[Stored items]

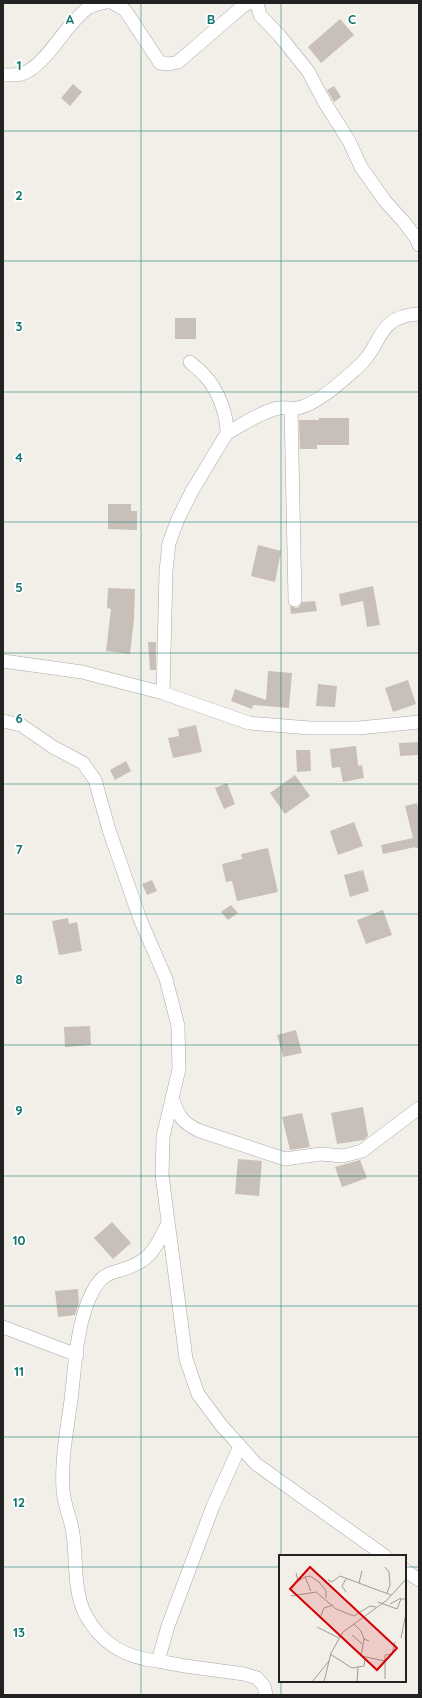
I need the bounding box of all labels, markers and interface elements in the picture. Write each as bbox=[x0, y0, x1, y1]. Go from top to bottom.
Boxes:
text: A bbox=[66, 11, 75, 27]
text: B bbox=[207, 11, 215, 27]
text: C bbox=[348, 11, 356, 27]
text: 1 bbox=[16, 57, 22, 73]
text: 2 bbox=[15, 187, 23, 203]
text: 3 bbox=[16, 318, 23, 334]
text: 4 bbox=[15, 449, 23, 465]
text: 5 bbox=[15, 579, 23, 595]
text: 6 bbox=[15, 710, 23, 726]
text: 7 bbox=[15, 841, 23, 857]
text: 8 bbox=[15, 971, 23, 987]
text: 9 bbox=[15, 1102, 23, 1118]
text: 10 bbox=[12, 1232, 26, 1248]
text: 11 bbox=[14, 1363, 24, 1379]
text: 12 bbox=[13, 1494, 25, 1510]
inset map bbox=[279, 1555, 406, 1682]
text: 13 bbox=[13, 1624, 25, 1640]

_DIRECTIONS FOR THIS TASK_
Apart from the pictures, set down all the entries above exactly.

_SOLUTION FOR THIS PROBLEM_
I need the bounding box of all labels, markers and interface elements in the picture. Write each as bbox=[x0, y0, x1, y1]. Go from top to bottom.
Boxes:
text: A bbox=[66, 11, 75, 27]
text: B bbox=[207, 11, 215, 27]
text: C bbox=[348, 11, 356, 27]
text: 1 bbox=[16, 57, 22, 73]
text: 2 bbox=[15, 187, 23, 203]
text: 3 bbox=[16, 318, 23, 334]
text: 4 bbox=[15, 449, 23, 465]
text: 5 bbox=[15, 579, 23, 595]
text: 6 bbox=[15, 710, 23, 726]
text: 7 bbox=[15, 841, 23, 857]
text: 8 bbox=[15, 971, 23, 987]
text: 9 bbox=[15, 1102, 23, 1118]
text: 10 bbox=[12, 1232, 26, 1248]
text: 11 bbox=[14, 1363, 24, 1379]
text: 12 bbox=[13, 1494, 25, 1510]
inset map bbox=[279, 1555, 406, 1682]
text: 13 bbox=[13, 1624, 25, 1640]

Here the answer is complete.